Some array data structures do not reallocate storage, but do store a count of the number of elements of the array in use, called the count or size. This effectively makes the array a dynamic array with a fixed maximum size or capacity; Pascal strings are examples of this.
More complicated ("non-linear") formulas are occasionally used. For a compact two-dimensional triangular array, for instance, the addressing formula is a polynomial of degree 2.
Both store and select take (deterministic worst case) constant time.

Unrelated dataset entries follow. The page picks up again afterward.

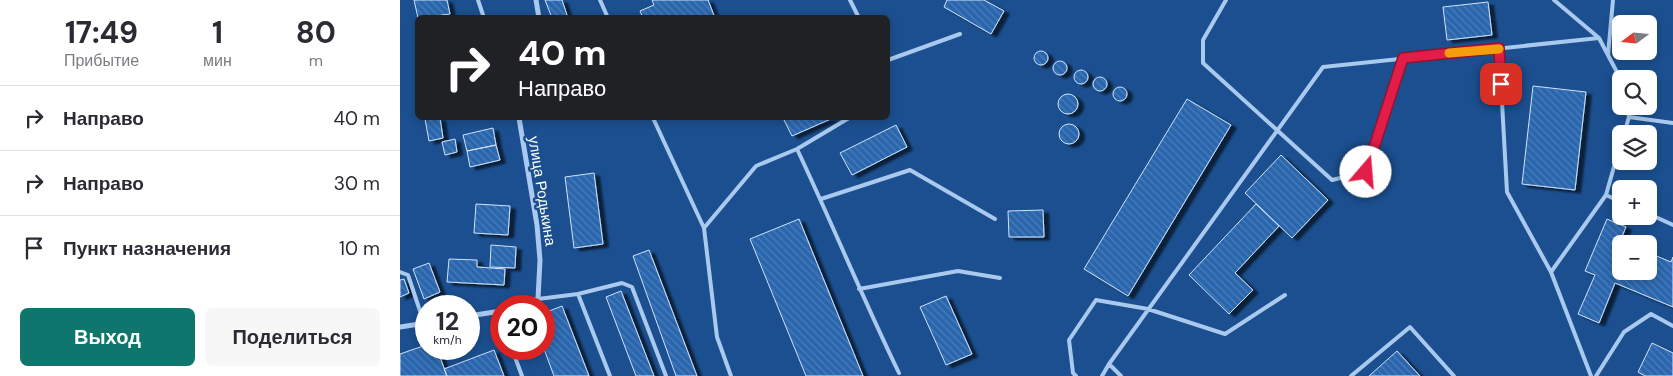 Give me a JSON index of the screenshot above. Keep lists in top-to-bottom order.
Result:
{
  "streets": {
    "street": ["улица Родькина"]
  },
  "north": "left",
  "page": {
    "eta": [
      "17:49",
      "Прибытие",
      "1",
      "мин",
      "80",
      "m"
    ],
    "map_buttons": ["+", "−"],
    "turn": ["40 m", "Направо"],
    "list": [
      {
        "name": "Направо",
        "value": "40 m"
      },
      {
        "name": "Направо",
        "value": "30 m"
      },
      {
        "name": "Пункт назначения",
        "value": "10 m"
      }
    ],
    "speed": "12 km/h",
    "limit": "20",
    "buttons": ["Выход", "Поделиться"]
  }
} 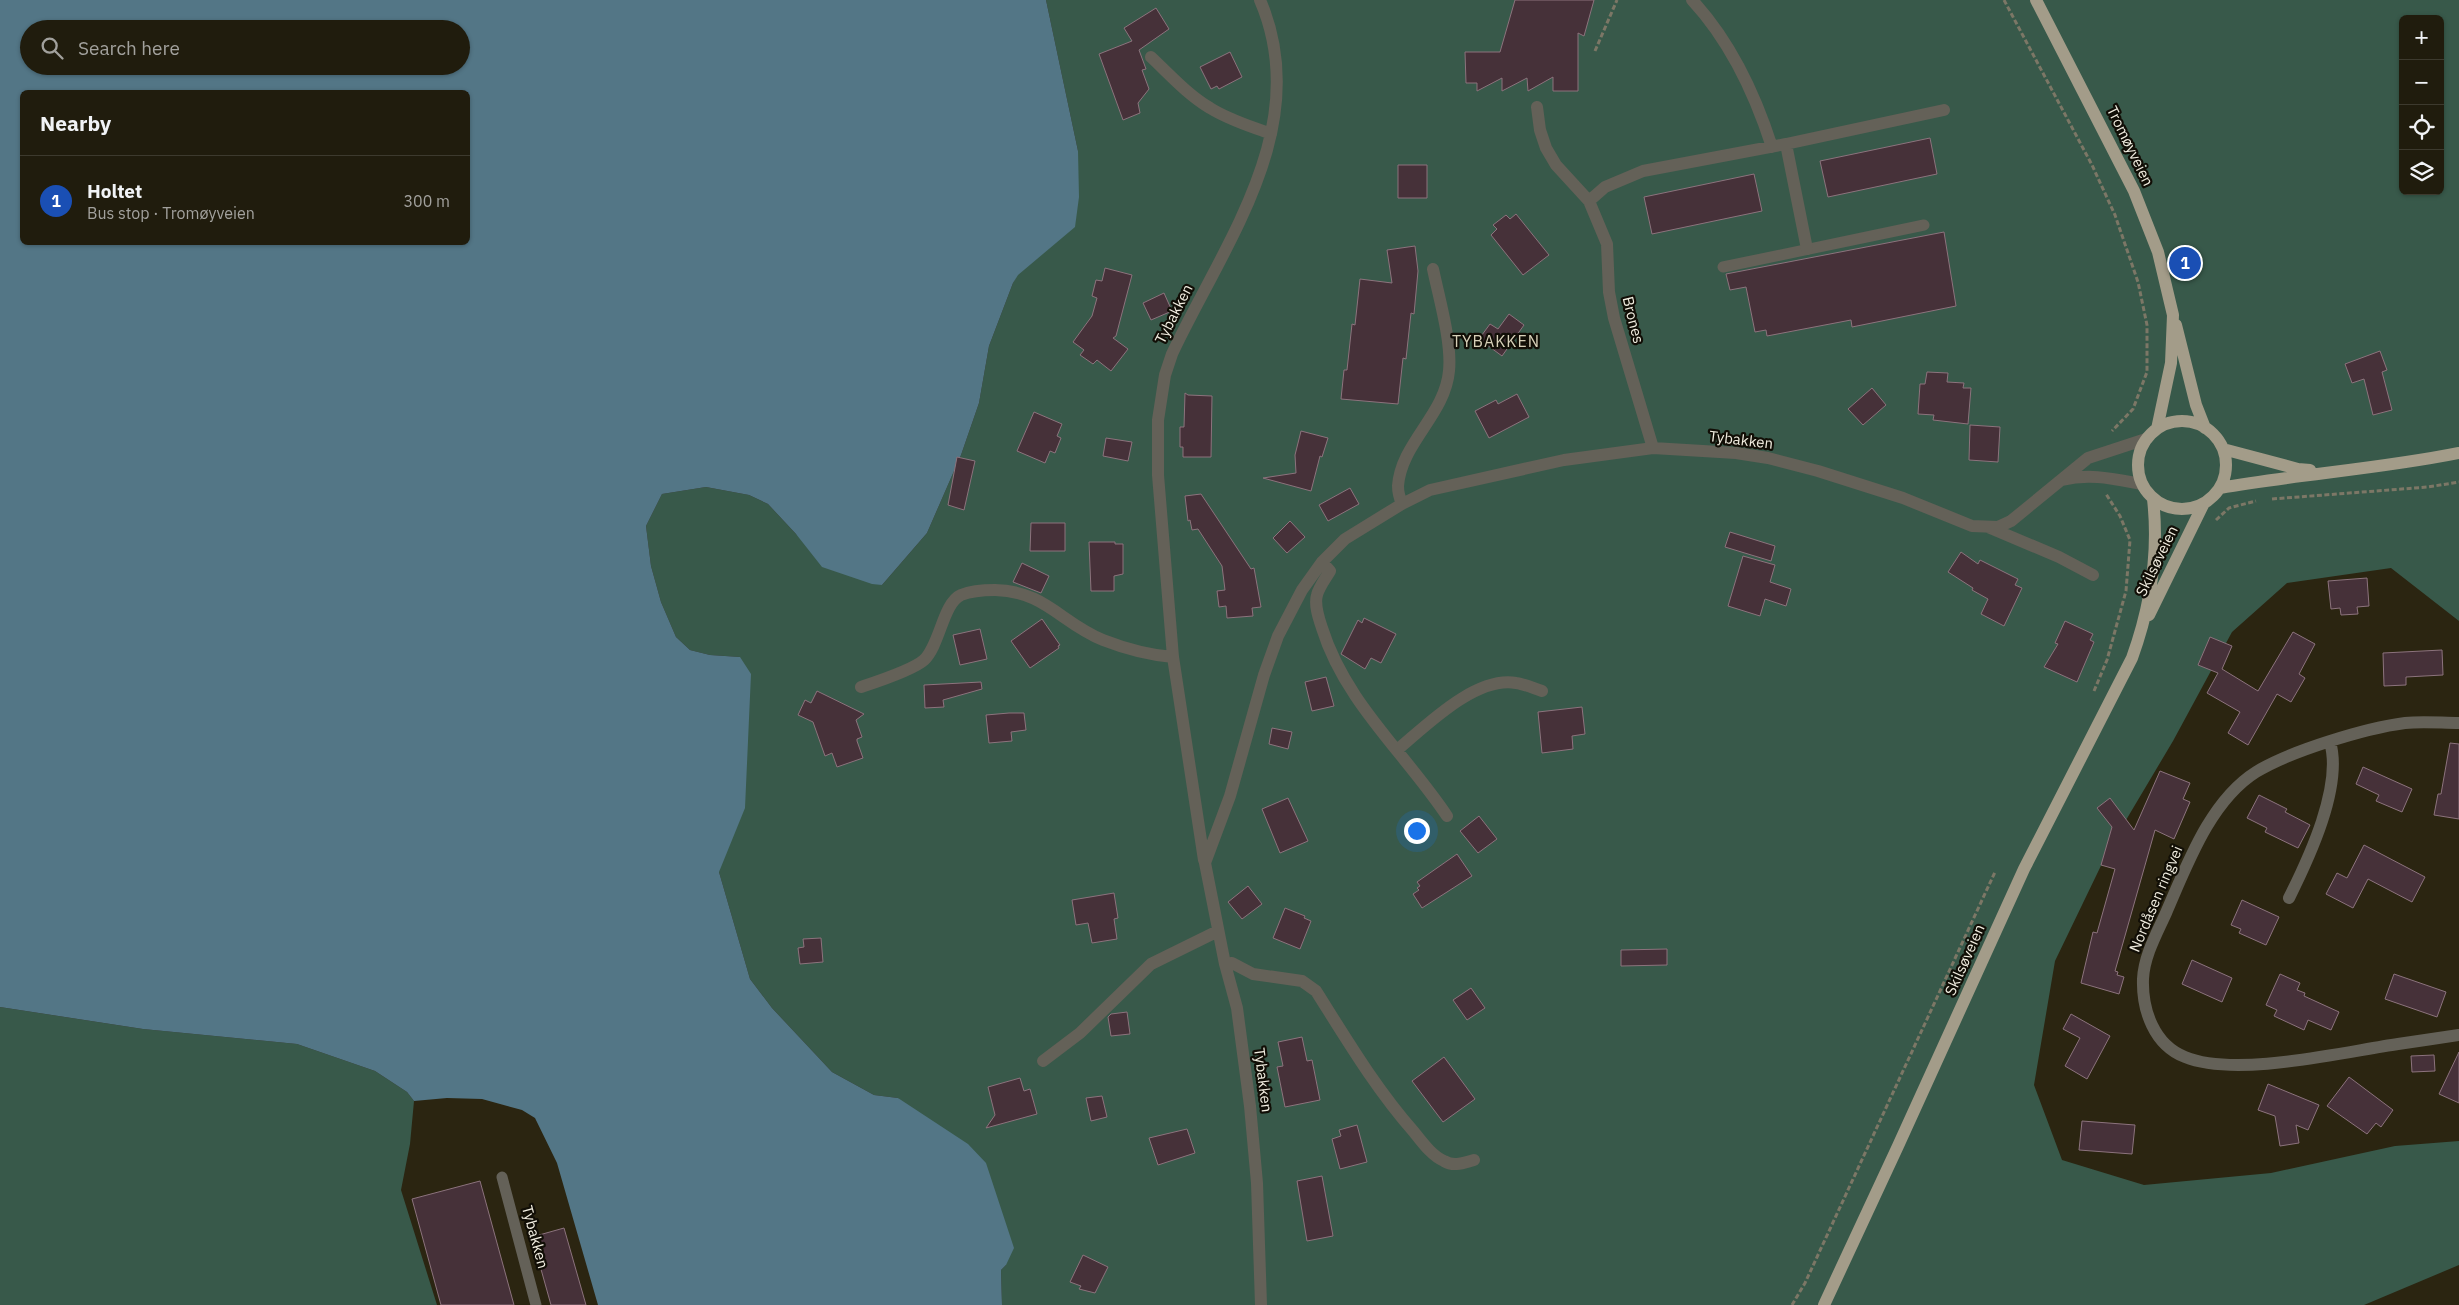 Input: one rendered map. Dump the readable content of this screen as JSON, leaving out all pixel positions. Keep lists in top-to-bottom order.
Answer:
{
  "streets": {
    "main road": ["Tromøyveien", "Skilsøveien"],
    "street": ["Tybakken", "Brones", "Nordåsen ringvei"]
  },
  "crossings": [
    ["Tromøyveien", "Tybakken"],
    ["Tromøyveien", "Skilsøveien"],
    ["Tybakken", "Brones"],
    ["Tybakken", "Skilsøveien"]
  ],
  "districts": ["TYBAKKEN"],
  "page": {
    "map_buttons": ["+", "−"],
    "search": "Search here",
    "heading": "Nearby",
    "list": [
      {
        "mark": "1",
        "name": "Holtet",
        "note": "Bus stop · Tromøyveien",
        "value": "300 m"
      }
    ],
    "pins": "1"
  }
} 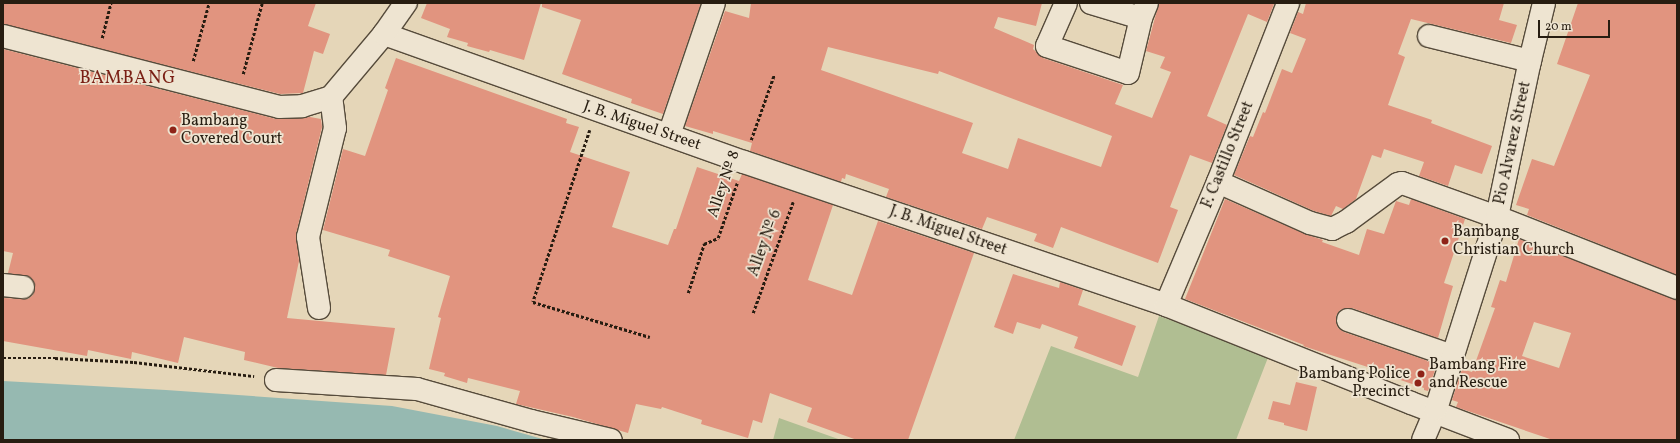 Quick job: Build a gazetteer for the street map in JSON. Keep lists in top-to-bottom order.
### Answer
{
  "streets": {
    "street": ["J. B. Miguel Street", "Pio Alvarez Street", "F. Castillo Street"],
    "path": ["Alley № 8", "Alley № 6"]
  },
  "crossings": [
    ["J. B. Miguel Street", "Pio Alvarez Street"],
    ["J. B. Miguel Street", "F. Castillo Street"],
    ["J. B. Miguel Street", "Alley № 8"],
    ["J. B. Miguel Street", "Alley № 6"]
  ],
  "districts": ["BAMBANG"],
  "places": [
    "Bambang Covered Court",
    "Bambang Christian Church",
    "Bambang Fire and Rescue",
    "Bambang Police Precinct"
  ],
  "scale_bar": "20 m"
} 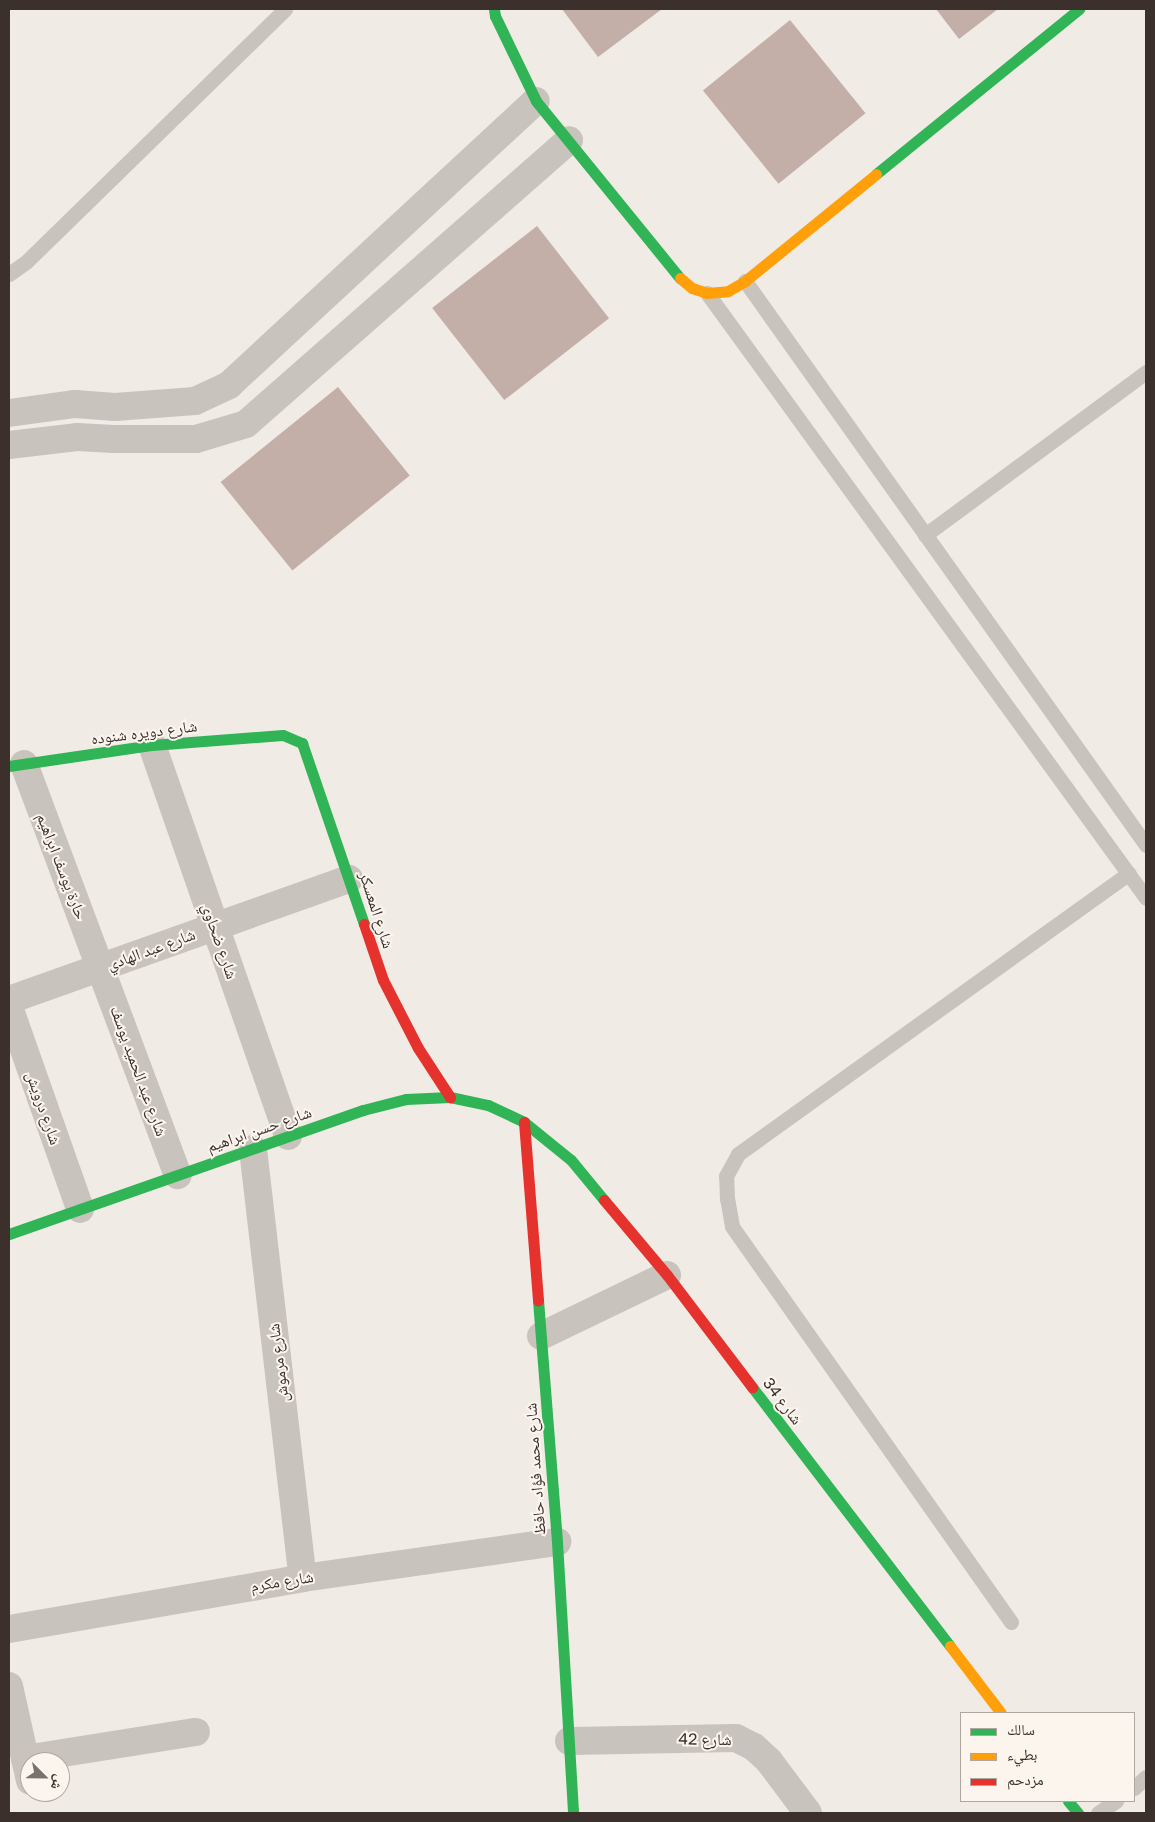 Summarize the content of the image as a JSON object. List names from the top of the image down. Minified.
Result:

Arrays take linear (O(n)) space in the number of elements n that they hold.
In an array with element size k and on a machine with a cache line size of B bytes, iterating through an array of n elements requires the minimum of ceiling(nk/B) cache misses, because its elements occupy contiguous memory locations. This is roughly a factor of B/k better than the number of cache misses needed to access n elements at random memory locations. As a consequence, sequential iteration over an array is noticeably faster in practice than iteration over many other data structures, a property called locality of reference (this does not mean however, that using a perfect hash or trivial hash within the same (local) array, will not be even faster - and achievable in constant time). Libraries provide low-level optimized facilities for copying ranges of memory (such as memcpy) which can be used to move contiguous blocks of array elements significantly faster than can be achieved through individual element access. The speedup of such optimized routines varies by array element size, architecture, and implementation.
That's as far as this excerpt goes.